Highly Uniform, Electroforming-Free, and Self-Rectifying Resistive Memory in the Pt/Ta2O5/HfO2-x/TiN Structure

The development of a resistance switching (RS) memory cell that contains rectification functionality in itself, highly reproducible RS performance, and electroforming‐free characteristics is an impending task for the development of resistance switching random access memory. In this work, a two‐layered dielectric structure consisting of HfO2 and Ta2O5 layers, which are in contact with the TiN and Pt electrode, is presented for achieving these tasks simultaneously in one sample configuration. The HfO2 layer works as the resistance switching layer by trapping or detrapping of electronic carriers, whereas the Ta2O5 layer remains intact during the whole switching cycle, which provides the rectification.
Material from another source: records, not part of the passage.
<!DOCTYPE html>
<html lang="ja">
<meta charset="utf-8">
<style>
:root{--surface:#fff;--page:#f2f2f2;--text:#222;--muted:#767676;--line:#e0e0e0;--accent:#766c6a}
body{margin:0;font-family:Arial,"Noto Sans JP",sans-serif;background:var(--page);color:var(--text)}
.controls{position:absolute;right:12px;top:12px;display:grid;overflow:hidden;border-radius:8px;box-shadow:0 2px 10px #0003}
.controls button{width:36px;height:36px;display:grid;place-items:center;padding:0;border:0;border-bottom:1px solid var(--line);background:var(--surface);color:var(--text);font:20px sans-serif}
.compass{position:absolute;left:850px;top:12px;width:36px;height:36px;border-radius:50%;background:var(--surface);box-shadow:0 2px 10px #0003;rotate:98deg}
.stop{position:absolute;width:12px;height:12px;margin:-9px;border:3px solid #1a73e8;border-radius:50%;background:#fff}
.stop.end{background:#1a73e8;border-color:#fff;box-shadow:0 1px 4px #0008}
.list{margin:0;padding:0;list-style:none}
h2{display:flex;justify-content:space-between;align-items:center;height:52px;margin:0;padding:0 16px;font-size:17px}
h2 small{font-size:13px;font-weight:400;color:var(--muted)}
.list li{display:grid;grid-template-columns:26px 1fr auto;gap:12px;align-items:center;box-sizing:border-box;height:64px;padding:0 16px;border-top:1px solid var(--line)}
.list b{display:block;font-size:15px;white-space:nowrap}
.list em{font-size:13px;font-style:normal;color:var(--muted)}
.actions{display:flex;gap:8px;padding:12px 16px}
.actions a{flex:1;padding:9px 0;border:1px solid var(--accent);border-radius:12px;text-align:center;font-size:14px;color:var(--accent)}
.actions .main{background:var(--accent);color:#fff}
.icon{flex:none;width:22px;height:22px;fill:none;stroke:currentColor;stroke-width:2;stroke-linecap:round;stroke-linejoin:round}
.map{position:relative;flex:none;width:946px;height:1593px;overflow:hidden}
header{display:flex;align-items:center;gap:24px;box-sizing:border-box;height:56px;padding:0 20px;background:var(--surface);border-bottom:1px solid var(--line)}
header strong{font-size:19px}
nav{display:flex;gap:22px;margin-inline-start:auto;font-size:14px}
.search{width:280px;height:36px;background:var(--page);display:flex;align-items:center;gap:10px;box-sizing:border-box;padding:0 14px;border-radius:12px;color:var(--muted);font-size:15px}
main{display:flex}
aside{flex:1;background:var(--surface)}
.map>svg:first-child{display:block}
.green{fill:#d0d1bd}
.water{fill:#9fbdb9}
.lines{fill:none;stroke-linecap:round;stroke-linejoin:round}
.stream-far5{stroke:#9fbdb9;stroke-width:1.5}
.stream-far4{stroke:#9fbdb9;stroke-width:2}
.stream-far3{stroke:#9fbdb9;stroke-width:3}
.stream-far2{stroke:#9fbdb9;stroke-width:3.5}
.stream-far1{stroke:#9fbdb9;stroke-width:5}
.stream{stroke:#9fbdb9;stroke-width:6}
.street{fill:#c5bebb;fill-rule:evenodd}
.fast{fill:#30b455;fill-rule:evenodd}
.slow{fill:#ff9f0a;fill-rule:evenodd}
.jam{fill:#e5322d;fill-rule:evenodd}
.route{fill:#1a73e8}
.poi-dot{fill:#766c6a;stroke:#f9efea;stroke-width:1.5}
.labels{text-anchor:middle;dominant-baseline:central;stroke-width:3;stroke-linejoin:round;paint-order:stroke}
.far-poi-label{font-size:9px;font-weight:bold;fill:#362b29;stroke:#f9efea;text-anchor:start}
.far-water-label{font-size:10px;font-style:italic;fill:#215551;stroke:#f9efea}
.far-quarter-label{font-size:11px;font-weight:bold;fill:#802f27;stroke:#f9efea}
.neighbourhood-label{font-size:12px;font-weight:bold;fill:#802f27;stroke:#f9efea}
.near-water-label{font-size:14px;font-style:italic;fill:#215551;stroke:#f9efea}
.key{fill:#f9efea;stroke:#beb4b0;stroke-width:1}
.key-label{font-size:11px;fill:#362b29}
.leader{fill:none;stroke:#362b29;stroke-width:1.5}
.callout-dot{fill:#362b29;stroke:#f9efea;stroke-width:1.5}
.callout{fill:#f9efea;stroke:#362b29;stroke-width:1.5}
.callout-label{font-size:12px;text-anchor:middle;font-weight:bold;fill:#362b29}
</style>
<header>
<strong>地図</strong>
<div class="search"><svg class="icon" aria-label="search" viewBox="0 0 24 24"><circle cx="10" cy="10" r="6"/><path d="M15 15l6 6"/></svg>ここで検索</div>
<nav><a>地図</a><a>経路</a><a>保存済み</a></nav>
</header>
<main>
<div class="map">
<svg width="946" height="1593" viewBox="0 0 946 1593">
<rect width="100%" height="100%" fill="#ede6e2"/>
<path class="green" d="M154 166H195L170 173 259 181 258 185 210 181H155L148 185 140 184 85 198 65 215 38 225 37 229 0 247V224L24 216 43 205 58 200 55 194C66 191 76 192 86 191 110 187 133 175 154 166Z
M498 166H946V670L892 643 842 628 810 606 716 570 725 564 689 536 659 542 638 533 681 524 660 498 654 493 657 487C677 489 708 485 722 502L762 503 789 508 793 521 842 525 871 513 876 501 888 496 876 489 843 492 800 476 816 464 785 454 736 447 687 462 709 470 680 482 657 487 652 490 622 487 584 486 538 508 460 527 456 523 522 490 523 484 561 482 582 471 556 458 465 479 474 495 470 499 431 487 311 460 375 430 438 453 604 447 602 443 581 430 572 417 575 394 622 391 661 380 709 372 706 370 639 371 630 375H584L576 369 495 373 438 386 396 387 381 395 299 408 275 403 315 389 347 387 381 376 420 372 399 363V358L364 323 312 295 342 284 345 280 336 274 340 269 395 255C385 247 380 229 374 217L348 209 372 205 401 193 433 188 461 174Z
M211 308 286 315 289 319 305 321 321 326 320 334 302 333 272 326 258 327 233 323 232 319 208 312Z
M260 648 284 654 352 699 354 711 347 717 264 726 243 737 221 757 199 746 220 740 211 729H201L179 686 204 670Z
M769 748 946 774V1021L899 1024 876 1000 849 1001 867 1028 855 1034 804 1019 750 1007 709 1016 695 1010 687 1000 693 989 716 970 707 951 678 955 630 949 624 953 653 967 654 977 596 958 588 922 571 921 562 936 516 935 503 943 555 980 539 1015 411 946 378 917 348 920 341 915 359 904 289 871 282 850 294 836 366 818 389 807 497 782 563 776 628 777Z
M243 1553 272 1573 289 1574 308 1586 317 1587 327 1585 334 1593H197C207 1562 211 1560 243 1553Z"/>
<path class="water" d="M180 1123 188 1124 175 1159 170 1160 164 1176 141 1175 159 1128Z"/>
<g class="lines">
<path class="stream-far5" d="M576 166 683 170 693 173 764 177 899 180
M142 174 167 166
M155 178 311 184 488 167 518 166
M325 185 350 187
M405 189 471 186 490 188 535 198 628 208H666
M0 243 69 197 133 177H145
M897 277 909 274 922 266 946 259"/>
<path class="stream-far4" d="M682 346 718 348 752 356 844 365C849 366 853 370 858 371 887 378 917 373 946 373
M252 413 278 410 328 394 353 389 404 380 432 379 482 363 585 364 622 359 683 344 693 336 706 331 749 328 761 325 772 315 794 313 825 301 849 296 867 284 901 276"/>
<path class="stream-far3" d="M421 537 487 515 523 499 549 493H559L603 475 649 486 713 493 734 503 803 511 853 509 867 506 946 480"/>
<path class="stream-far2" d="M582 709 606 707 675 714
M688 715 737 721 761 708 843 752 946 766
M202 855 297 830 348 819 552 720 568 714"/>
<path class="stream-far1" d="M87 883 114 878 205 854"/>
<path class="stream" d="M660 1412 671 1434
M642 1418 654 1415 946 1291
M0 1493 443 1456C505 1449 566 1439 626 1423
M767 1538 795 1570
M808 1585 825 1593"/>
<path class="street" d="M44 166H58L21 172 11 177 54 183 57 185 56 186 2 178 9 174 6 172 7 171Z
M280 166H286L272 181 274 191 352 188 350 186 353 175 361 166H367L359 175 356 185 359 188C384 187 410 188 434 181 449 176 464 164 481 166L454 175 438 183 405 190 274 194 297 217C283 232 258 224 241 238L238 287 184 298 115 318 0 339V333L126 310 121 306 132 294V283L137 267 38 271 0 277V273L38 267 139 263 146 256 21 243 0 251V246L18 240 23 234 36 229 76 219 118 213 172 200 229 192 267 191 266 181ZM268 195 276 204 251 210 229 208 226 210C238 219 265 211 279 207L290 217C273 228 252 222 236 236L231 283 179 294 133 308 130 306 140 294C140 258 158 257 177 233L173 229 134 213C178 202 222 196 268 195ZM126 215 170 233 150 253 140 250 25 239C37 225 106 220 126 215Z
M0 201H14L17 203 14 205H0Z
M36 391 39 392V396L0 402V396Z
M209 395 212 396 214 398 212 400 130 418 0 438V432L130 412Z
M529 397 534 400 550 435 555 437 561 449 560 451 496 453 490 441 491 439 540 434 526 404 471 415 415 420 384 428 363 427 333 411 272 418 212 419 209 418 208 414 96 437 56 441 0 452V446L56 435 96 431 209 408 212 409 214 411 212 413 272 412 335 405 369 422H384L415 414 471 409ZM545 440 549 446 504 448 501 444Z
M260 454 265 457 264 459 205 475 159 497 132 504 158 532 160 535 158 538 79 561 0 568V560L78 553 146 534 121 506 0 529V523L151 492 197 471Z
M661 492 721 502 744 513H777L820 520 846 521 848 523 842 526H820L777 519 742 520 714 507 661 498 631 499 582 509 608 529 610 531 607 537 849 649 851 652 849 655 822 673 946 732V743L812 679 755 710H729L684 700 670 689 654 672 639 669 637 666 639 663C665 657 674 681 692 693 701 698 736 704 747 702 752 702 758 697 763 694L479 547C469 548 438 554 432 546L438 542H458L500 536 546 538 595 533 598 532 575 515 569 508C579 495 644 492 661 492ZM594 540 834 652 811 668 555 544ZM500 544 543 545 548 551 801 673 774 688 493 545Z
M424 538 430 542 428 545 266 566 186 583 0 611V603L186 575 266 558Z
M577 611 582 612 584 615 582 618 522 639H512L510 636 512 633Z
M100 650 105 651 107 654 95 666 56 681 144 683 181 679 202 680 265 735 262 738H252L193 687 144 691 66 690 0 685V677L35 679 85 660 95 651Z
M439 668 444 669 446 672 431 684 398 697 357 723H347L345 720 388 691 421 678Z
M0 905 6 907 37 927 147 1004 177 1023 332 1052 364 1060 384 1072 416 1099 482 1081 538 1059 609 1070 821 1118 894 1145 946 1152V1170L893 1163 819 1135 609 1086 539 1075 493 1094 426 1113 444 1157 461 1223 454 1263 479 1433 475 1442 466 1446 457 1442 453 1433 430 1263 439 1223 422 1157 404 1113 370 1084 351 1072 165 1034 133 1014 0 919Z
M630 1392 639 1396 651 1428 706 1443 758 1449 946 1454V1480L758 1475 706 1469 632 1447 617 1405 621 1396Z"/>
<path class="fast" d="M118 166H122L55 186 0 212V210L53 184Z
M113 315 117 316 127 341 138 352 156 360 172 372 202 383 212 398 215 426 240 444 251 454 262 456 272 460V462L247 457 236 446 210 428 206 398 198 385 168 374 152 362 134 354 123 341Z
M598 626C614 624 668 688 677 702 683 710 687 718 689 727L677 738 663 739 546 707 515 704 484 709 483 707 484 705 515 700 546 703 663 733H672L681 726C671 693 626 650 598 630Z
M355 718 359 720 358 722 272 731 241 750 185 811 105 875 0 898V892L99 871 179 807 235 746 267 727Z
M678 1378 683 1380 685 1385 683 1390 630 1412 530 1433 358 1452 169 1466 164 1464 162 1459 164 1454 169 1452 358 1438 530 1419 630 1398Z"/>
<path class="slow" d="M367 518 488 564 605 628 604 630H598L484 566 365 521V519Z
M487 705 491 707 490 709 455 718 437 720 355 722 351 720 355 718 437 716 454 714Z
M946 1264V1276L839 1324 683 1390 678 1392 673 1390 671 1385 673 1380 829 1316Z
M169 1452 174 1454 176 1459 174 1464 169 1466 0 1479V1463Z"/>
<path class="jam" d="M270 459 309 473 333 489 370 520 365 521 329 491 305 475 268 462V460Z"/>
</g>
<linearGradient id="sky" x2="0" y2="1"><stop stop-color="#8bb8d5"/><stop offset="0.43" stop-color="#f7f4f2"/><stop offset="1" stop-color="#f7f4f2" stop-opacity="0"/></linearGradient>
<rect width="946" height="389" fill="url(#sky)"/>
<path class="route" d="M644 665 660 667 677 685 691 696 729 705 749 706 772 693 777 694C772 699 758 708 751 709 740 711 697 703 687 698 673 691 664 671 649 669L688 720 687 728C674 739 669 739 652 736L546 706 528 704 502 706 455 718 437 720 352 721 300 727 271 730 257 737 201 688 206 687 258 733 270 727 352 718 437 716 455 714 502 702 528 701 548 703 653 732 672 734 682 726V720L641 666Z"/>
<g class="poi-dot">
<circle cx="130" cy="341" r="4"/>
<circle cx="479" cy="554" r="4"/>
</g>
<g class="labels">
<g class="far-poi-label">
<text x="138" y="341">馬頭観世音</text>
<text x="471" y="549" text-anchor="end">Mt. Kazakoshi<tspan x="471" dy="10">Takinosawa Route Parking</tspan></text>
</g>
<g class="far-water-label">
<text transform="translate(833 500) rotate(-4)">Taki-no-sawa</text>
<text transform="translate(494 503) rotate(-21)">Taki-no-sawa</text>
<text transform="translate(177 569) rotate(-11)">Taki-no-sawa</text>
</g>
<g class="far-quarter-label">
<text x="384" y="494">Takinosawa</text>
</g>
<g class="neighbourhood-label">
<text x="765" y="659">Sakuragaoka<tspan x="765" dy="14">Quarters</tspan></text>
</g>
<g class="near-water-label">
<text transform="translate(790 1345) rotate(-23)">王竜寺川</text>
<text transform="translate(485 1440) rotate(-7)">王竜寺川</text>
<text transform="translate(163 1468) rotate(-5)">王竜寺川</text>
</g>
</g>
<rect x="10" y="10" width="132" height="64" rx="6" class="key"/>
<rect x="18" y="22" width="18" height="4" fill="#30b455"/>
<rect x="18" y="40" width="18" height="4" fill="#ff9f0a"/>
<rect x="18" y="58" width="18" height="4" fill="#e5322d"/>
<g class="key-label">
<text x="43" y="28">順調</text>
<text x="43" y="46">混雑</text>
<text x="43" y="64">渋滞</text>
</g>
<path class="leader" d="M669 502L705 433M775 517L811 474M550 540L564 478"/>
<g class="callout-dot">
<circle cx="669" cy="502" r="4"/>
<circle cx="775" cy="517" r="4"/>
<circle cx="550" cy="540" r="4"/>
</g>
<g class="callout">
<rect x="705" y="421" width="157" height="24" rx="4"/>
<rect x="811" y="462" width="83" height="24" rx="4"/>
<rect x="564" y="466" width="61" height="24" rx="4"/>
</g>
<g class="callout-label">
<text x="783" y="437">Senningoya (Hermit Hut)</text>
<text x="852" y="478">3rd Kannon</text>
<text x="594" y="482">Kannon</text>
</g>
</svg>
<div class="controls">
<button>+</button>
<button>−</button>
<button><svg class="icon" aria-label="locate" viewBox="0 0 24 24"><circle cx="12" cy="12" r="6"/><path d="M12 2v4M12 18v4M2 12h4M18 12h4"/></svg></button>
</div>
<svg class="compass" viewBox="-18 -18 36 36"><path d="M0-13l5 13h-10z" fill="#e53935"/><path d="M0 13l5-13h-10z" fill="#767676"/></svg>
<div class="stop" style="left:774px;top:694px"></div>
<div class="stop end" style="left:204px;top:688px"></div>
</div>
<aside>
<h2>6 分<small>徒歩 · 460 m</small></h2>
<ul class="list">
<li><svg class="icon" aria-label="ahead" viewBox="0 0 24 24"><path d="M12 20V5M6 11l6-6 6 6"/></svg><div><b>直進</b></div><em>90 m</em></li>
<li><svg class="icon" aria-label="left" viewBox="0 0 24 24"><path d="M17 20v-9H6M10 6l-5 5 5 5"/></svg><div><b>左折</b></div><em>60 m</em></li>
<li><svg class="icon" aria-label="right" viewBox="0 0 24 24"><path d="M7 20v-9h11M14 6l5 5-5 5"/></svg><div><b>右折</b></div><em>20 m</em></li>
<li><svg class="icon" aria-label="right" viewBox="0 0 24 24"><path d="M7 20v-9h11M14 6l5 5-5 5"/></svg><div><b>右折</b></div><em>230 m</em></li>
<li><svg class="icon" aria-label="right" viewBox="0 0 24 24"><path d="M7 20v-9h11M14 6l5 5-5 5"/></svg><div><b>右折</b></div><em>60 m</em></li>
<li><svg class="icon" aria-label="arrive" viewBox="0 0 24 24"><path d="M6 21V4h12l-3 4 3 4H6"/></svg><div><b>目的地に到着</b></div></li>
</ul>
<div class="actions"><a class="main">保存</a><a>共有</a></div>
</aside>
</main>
With the optimized structure and operation conditions for the given materials, excellent RS uniformity, electroforming‐free, and self‐rectifying functionality could be simultaneously achieved from the Pt/Ta2O5/HfO2/TiN structure. A feasible method is reported for achieving a highly uniform, electroforming‐free, and self‐rectifying RS memory cell with a two‐layered dielectric structure. HfO2 works as the resistance switching layer by trapping and detrapping the deep 1.0 eV trap sites, whereas Ta2O5 layer remains intact during the switching and forms a high Schottky barrier with a high‐work‐function Pt to constitute the rectifying functionality.